**Directions**
In the lines below, look for "serif". Copy each line where it appears.

**The input**
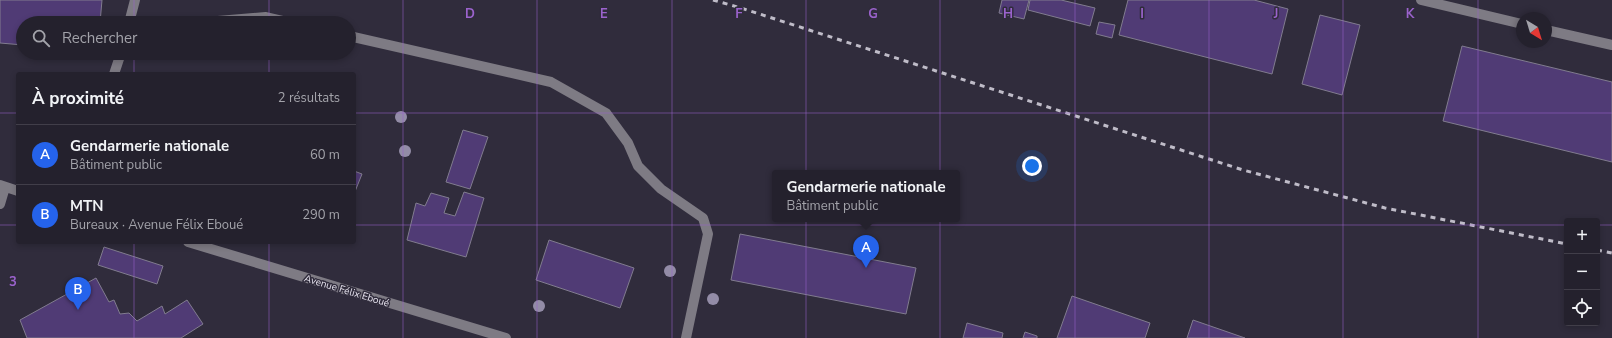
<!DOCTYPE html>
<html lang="fr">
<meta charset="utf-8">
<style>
:root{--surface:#24212d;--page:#302e39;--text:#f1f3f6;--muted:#a3a3aa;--line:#413e49;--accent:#2563eb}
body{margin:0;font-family:"Nunito Sans",sans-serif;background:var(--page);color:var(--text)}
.controls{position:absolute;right:12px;bottom:12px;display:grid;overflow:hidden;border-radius:4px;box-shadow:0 2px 6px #0003}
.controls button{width:36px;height:36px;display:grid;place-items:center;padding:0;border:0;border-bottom:1px solid var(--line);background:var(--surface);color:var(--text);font:20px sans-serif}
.compass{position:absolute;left:1516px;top:12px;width:36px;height:36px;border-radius:50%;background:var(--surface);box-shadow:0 2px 6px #0003;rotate:142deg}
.you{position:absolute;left:1032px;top:166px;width:14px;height:14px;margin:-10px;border:3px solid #fff;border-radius:50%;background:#1a73e8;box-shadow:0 0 0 6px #1a73e833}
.badge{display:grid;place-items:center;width:26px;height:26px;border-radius:50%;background:var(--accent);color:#fff;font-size:13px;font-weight:700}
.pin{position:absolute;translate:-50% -33px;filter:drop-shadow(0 1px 2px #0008)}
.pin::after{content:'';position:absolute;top:21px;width:14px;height:12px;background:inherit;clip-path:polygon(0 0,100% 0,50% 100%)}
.popup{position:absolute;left:772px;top:170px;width:188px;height:52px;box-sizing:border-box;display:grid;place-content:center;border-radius:4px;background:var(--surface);filter:drop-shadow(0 1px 3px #0005);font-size:13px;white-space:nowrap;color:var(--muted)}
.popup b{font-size:15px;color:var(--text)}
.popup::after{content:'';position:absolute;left:50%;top:100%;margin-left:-8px;border:8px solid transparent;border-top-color:var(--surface)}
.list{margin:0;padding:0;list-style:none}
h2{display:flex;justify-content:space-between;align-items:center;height:52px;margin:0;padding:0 16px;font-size:17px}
h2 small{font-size:13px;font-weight:400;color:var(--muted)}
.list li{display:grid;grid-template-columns:26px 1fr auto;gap:12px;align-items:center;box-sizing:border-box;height:60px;padding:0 16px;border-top:1px solid var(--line)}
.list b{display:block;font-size:15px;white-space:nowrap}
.list p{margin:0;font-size:13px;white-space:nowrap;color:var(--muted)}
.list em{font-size:13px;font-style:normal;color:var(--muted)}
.icon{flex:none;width:22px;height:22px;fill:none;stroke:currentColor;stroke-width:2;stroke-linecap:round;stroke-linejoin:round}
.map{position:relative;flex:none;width:1612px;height:338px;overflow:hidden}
.search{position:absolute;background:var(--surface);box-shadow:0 2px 6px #0003;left:16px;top:16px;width:340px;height:44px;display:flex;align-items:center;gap:10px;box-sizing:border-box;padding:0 14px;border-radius:22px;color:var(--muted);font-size:15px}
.panel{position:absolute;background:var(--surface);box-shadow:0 2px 6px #0003;left:16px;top:72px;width:340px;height:172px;border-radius:4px}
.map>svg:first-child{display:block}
.building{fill:#503b75;stroke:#817c8f}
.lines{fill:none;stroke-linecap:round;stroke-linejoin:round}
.minor{stroke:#7e7b84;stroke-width:10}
.rail{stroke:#bfbcc8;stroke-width:3;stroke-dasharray:5 5;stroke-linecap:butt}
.tree{fill:#938ca7}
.grid{fill:none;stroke:#9b63cd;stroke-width:1;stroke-opacity:0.55}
.labels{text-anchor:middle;stroke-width:3;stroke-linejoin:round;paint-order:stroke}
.street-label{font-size:10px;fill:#e6e3ee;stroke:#302c3c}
.grid-label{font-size:13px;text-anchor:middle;font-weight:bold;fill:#9b63cd;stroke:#302c3c;stroke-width:3;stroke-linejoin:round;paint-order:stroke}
</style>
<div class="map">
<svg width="1612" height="338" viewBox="0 0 1612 338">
<rect width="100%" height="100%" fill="#302c3c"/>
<!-- building -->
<path class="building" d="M0 0H102L100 23H23V45L0 43Z
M1002 0H1029L1024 19 999 13Z
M1030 0H1061L1095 8 1090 26 1028 10Z
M1128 0H1254L1288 9 1272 74 1119 35Z
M1320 15 1360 25 1342 95 1302 84Z
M1099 22 1115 25 1112 38 1096 34Z
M1462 46 1612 82V162L1443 121Z
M463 130 488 137 470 189 446 182Z
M354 171 362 174 354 194Z
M464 192 484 198 466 257 407 240 416 203 425 206 431 193 449 198 444 213 455 216Z
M740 234 916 268 906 314 731 280Z
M549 240 634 268 620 308 536 280Z
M104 247 163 266 157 284 98 265Z
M96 278 109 302 114 300 120 314 129 313 137 321 162 306 165 314 187 300 203 324 181 338H27L20 320Z
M1072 296 1150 323 1145 338H1057Z
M1193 320 1245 338H1187Z
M967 323 1003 333 1002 338H963Z
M1025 332 1037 336V338H1023Z"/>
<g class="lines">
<!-- minor -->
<path class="minor" d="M1421 0 1522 24
M129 23 135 0
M194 23 266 17 292 23
M1546 30 1612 45
M349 36 551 82 606 113 628 143 638 166 661 189 703 218 708 234 686 338
M114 74 121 53
M0 185 18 191
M0 204 5 187
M188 242 506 338"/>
<!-- rail -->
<path class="rail" d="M713 0 741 8 1243 170 1385 208 1567 244
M1597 250 1612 253"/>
</g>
<!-- trees -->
<g class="tree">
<circle cx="401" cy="117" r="6"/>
<circle cx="405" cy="151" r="6"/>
<circle cx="670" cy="271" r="6"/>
<circle cx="713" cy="299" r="6"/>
<circle cx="539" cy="306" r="6"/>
</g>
<!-- grid -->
<path class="grid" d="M134 0V23M269 0V23M403 0V338M537 0V338M672 0V338M806 0V338M940 0V338M1075 0V338M1209 0V338M1343 0V338M1478 0V338M134 53V74M269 53V74M0 113H18M354 113H1612M0 225H18M354 225H1567M1597 225H1612M134 242V338M269 242V338"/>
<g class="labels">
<!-- street labels -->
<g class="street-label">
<text transform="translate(347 290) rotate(17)" y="4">Avenue Félix Eboué</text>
</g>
</g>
<g class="grid-label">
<text x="470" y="18">D</text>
<text x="604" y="18">E</text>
<text x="739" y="18">F</text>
<text x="873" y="18">G</text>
<text x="1008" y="18">H</text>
<text x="1142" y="18">I</text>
<text x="1276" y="18">J</text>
<text x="1410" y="18">K</text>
<text x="13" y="286">3</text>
</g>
</svg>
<div class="controls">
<button>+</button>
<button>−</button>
<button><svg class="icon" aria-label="locate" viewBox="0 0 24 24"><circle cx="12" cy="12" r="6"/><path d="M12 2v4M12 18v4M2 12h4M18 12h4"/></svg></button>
</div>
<svg class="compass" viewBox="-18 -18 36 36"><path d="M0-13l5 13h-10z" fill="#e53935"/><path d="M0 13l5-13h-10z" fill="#a3a3aa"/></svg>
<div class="you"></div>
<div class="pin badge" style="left:866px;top:268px">A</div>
<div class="popup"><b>Gendarmerie nationale</b>Bâtiment public</div>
<div class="pin badge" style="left:78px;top:310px">B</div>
<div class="search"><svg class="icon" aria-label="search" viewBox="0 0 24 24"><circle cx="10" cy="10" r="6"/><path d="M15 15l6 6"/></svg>Rechercher</div>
<section class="panel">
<h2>À proximité<small>2 résultats</small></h2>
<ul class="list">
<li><span class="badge">A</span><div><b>Gendarmerie nationale</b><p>Bâtiment public</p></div><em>60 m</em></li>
<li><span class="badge">B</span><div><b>MTN</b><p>Bureaux · Avenue Félix Eboué</p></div><em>290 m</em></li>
</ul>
</section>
</div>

**Answer to this problem**
body{margin:0;font-family:"Nunito Sans",sans-serif;background:var(--page);color:var(--text)}
.controls button{width:36px;height:36px;display:grid;place-items:center;padding:0;border:0;border-bottom:1px solid var(--line);background:var(--surface);color:var(--text);font:20px sans-serif}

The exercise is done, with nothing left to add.